Preparation Time: 15 minutes
Start to Finish Time: 2 hours 40 minutes


  • 3 large boneless skinless chicken breast halves
  • Salt and pepper
  • 1/4 cup vegetable oil
  • 1 pound smoked sausage, cut into 1/4-inch slices
  • 1/2 cup all-purpose flour
  • 1/3 cup margarine
  • 1 large onion, chopped
  • 8 cloves minced garlic
  • 1 green bell pepper, seeded and chopped
  • 3 stalks chopped celery
  • 1/4 cup Worcestershire sauce
  • 1/4 bunch flat leaf parsley, stems and leaves, coarsely chopped, plus chopped leaves for garnish
  • 4 cups hot water
  • 5 beef bouillon cubes
  • 14 ounces stewed tomatoes, with juice
  • 2 cups sliced okra, frozen
  • 4 green onions, sliced, white and green parts
  • 1/2 pound small shrimp, peeled, deveined and cooked


  1. Season the chicken with salt and pepper. Heat the oil in a heavy bottomed Dutch oven over medium-high heat.
  2. Cook the chicken until browned on both sides and remove. Add the sausage and cook until browned, then remove. Sprinkle the flour over the oil, add 2 tablespoons of margarine and cook over medium heat, stirring constantly, until brown, about 10 minutes. Let the roux cool.
  3. Return the Dutch oven to low heat and melt the remaining 3 tablespoons margarine.
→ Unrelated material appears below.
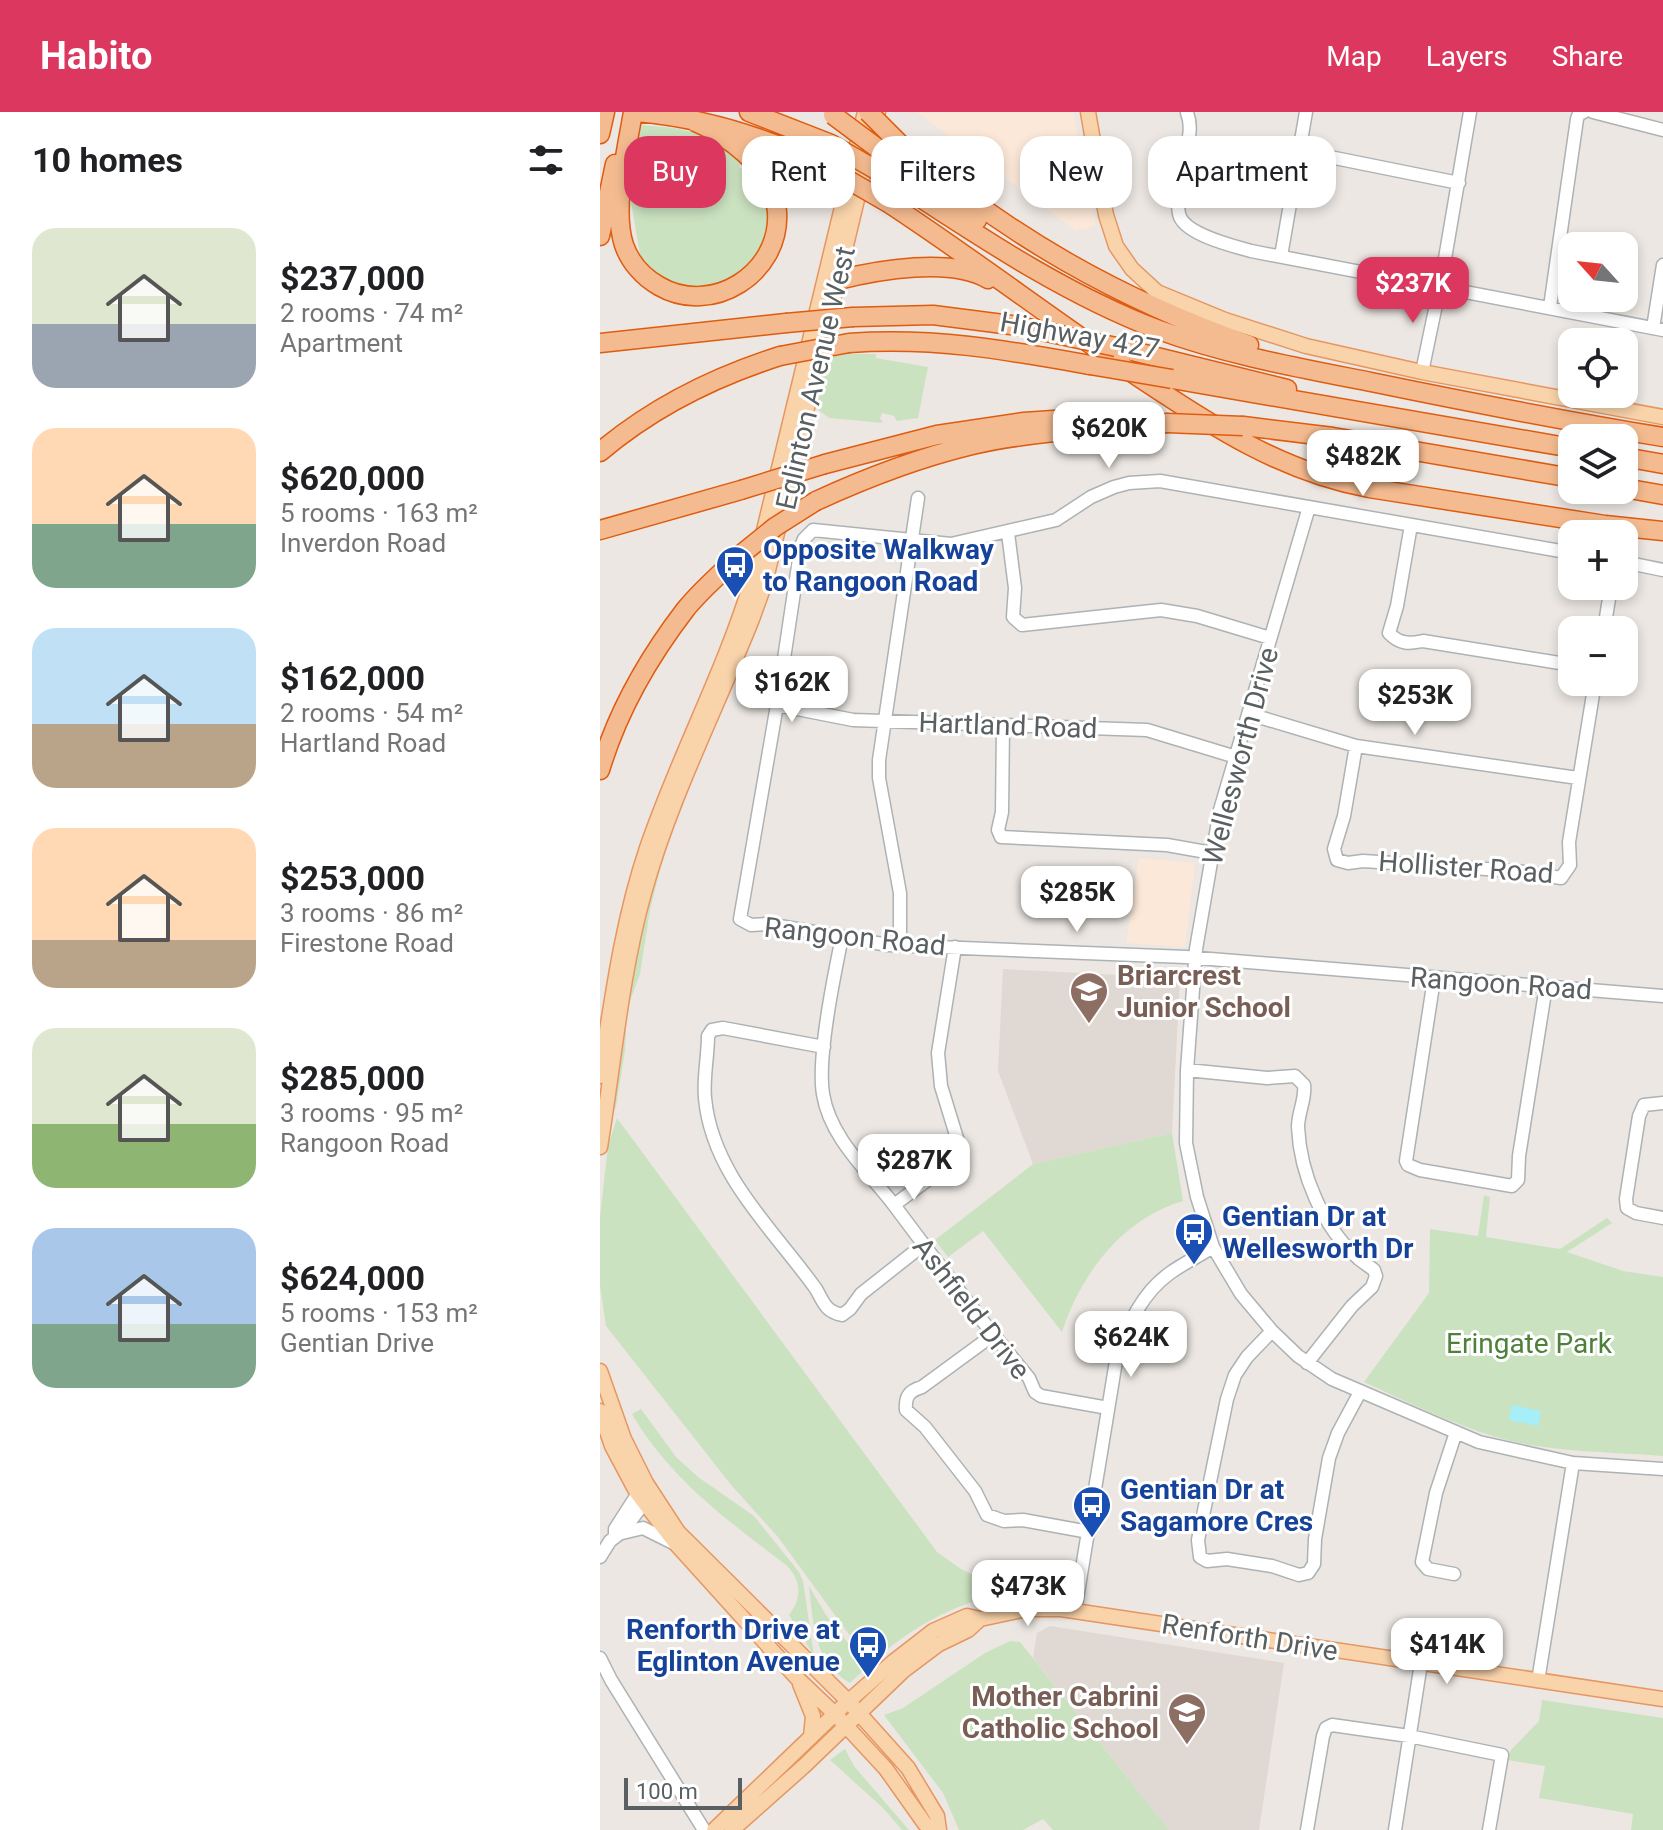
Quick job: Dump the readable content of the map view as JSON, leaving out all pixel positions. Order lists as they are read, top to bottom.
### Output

Add the onion, garlic, green pepper and celery and cook for 10 minutes. Add Worcestershire sauce, salt and pepper, to taste and the 1/4 bunch parsley. Cook, while stirring frequently, for 10 minutes. Add 4 cups hot water and bouillon cubes, whisking constantly. Add the chicken and sausage. Bring to a boil, then reduce the heat, cover, and simmer for 45 minutes.
  4. Add tomatoes and okra. Cover and simmer for 1 hour. Just before serving add the green onions, shrimp and chopped parsley.

Yield: 8 to 10 servings

Cuisine: American

Copyright: © 2011 Television Food Network G.P. All rights reserved.

Per Serving (excluding unknown items): 427 Calories; 29g Fat (61.2% calories from fat); 24g Protein; 17g Carbohydrate; 3g Dietary Fiber; 97mg Cholesterol; 1073mg Sodium. Exchanges: 1/2 Grain(Starch); 3 Lean Meat; 2 Vegetable; 5 Fat; 0 Other Carbohydrates.